YOUR OBJECTIVE => For the entries below, state how many lines contain the word "Give" and add nothing else.

*** DATA Section Begins ***

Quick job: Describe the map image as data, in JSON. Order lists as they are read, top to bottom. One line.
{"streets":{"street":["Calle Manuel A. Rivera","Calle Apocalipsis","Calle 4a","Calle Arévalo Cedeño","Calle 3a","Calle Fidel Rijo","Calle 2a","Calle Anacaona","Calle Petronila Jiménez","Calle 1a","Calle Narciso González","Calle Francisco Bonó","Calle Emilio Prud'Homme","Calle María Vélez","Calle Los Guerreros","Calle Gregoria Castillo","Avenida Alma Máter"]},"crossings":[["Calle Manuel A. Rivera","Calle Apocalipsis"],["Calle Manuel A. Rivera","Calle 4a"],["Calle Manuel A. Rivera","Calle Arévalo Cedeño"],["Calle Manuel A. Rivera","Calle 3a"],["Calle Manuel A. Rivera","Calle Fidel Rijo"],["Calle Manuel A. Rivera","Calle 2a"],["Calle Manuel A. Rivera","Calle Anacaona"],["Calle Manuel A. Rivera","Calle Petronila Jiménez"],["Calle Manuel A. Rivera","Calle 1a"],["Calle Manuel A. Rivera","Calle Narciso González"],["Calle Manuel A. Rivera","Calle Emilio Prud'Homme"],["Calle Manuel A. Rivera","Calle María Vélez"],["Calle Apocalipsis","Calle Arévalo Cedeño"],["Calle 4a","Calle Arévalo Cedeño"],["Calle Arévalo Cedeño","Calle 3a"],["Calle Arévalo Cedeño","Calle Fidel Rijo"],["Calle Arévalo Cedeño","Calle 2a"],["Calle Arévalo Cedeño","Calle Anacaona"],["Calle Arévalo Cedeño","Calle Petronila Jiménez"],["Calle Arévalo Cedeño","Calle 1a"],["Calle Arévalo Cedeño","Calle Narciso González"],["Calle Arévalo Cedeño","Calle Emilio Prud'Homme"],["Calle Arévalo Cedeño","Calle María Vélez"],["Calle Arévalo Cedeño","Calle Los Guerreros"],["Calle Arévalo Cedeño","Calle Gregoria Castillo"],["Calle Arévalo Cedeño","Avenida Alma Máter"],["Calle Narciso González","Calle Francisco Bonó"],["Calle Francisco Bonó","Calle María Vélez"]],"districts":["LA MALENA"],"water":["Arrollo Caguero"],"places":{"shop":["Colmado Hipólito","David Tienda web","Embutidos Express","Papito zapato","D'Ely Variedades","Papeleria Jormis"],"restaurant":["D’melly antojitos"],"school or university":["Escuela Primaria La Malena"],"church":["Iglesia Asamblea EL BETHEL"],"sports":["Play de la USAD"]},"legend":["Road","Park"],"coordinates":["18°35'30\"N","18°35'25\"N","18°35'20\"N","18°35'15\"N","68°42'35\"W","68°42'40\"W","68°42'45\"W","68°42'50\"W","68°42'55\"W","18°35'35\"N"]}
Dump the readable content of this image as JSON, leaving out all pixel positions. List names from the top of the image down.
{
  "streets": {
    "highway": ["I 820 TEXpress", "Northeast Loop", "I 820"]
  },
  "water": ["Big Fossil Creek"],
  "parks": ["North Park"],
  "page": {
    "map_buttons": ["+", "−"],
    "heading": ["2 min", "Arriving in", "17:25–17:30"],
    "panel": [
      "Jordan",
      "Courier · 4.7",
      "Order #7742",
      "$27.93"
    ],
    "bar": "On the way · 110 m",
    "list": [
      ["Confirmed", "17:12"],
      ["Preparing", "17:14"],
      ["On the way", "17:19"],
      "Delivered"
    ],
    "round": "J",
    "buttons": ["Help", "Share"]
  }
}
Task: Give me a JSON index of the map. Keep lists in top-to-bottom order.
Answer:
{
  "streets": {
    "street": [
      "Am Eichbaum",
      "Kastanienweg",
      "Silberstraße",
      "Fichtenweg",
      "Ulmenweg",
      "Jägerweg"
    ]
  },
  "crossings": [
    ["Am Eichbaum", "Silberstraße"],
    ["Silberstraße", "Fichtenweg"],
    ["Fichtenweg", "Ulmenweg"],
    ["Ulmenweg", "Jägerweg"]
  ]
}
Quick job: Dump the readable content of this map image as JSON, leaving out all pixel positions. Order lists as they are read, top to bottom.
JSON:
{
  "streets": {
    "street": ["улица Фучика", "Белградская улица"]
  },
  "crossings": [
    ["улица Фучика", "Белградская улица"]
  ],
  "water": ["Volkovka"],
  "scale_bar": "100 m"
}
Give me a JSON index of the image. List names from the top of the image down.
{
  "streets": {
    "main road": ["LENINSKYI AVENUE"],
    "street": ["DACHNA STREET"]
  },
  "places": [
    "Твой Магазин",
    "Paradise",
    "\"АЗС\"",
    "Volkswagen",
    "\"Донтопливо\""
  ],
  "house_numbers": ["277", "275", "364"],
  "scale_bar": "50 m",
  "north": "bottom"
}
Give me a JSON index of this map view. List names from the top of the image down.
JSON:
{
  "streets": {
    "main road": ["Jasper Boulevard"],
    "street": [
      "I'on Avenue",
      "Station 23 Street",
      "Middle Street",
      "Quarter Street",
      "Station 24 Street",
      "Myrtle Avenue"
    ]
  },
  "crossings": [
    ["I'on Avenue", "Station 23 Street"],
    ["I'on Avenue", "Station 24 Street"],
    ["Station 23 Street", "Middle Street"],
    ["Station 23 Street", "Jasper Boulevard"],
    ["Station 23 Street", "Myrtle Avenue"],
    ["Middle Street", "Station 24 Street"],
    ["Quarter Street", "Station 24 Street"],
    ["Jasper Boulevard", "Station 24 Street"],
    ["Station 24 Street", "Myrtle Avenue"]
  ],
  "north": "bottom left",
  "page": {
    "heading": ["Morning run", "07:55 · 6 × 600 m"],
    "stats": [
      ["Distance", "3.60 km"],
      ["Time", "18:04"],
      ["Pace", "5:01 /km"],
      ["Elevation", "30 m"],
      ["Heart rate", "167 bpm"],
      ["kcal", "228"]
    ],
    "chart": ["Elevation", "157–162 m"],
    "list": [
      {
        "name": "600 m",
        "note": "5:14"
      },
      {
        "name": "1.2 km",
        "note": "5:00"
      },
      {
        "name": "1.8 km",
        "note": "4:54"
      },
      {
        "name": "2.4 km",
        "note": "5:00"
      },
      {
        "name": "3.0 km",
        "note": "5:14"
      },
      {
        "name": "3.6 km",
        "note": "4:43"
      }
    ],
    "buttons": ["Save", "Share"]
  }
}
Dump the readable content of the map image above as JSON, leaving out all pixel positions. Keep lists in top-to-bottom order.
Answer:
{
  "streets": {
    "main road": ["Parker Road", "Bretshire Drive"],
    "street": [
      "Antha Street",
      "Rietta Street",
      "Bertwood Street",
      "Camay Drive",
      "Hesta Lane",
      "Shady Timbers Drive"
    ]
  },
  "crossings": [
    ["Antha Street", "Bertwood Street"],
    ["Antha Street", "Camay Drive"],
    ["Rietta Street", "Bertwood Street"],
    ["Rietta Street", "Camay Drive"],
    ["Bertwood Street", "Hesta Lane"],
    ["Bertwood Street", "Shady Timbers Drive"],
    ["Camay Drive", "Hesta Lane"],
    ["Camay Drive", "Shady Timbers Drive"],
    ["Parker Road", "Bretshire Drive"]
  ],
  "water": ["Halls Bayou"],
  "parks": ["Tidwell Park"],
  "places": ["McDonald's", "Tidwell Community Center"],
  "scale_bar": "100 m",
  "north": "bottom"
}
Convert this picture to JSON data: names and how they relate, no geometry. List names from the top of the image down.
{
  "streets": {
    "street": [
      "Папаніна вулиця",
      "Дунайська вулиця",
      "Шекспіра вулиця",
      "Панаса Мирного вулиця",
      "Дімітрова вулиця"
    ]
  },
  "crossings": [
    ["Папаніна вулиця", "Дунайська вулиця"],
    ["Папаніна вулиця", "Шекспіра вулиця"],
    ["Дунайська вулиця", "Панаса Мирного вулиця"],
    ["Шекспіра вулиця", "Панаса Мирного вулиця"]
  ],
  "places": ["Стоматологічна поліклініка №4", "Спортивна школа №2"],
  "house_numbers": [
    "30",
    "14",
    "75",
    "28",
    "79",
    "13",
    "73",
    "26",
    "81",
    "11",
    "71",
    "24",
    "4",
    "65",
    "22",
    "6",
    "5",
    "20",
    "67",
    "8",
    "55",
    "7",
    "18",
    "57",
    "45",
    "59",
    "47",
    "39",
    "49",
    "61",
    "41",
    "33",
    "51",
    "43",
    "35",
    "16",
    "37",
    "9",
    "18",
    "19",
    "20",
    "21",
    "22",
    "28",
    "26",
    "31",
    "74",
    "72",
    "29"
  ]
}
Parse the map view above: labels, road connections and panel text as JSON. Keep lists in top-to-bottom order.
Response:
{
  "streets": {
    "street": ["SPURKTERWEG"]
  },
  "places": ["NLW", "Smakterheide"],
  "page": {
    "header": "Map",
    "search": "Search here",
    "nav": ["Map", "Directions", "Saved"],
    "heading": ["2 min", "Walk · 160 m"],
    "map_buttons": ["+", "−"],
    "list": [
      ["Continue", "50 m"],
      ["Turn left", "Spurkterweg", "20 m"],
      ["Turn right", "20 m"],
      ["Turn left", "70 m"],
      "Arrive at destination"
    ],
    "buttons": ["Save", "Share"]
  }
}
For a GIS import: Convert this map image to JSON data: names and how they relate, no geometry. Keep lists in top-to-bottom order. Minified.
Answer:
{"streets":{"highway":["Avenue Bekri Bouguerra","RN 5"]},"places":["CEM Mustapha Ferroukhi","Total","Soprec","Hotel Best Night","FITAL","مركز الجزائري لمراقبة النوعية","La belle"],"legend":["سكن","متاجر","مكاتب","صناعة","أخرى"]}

*** DATA Section Ends ***

RESULT FOR THIS EXERCISE => 3